• _Work instruction_:
After removing every image, reproduce the data exactly as it appears.

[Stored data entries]
########################################

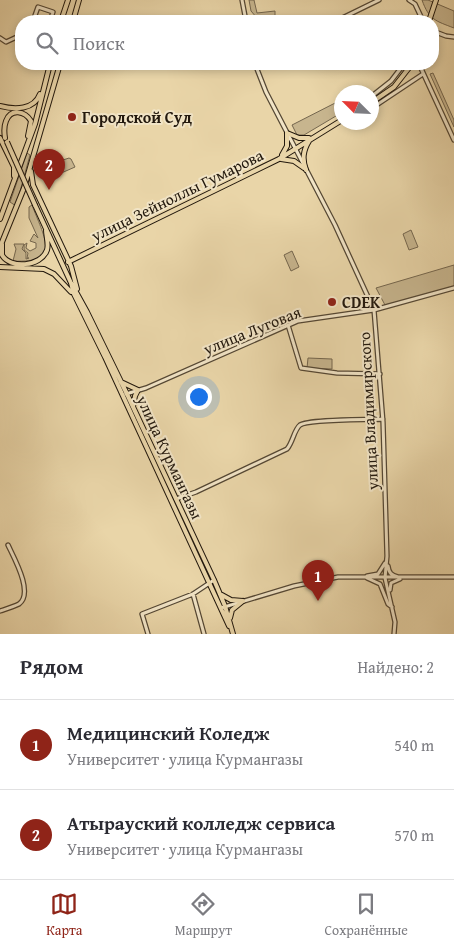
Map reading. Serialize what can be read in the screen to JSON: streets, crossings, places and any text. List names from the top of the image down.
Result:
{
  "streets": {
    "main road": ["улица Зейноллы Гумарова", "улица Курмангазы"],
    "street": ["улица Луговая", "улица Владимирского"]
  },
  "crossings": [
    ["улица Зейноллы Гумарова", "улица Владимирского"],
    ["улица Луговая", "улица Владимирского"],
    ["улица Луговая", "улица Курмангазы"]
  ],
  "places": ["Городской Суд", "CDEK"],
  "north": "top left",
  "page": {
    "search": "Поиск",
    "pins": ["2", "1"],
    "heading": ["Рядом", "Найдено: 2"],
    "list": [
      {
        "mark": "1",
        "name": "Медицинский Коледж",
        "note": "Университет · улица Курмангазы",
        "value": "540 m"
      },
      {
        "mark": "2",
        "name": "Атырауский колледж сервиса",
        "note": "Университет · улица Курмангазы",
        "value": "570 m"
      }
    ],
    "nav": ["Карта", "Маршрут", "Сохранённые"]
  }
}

########################################

• _Answer to the exercise_:
Map reading. Serialize what can be read in the screen to JSON: streets, crossings, places and any text. List names from the top of the image down.
Result:
{
  "streets": {
    "main road": ["улица Зейноллы Гумарова", "улица Курмангазы"],
    "street": ["улица Луговая", "улица Владимирского"]
  },
  "crossings": [
    ["улица Зейноллы Гумарова", "улица Владимирского"],
    ["улица Луговая", "улица Владимирского"],
    ["улица Луговая", "улица Курмангазы"]
  ],
  "places": ["Городской Суд", "CDEK"],
  "north": "top left",
  "page": {
    "search": "Поиск",
    "pins": ["2", "1"],
    "heading": ["Рядом", "Найдено: 2"],
    "list": [
      {
        "mark": "1",
        "name": "Медицинский Коледж",
        "note": "Университет · улица Курмангазы",
        "value": "540 m"
      },
      {
        "mark": "2",
        "name": "Атырауский колледж сервиса",
        "note": "Университет · улица Курмангазы",
        "value": "570 m"
      }
    ],
    "nav": ["Карта", "Маршрут", "Сохранённые"]
  }
}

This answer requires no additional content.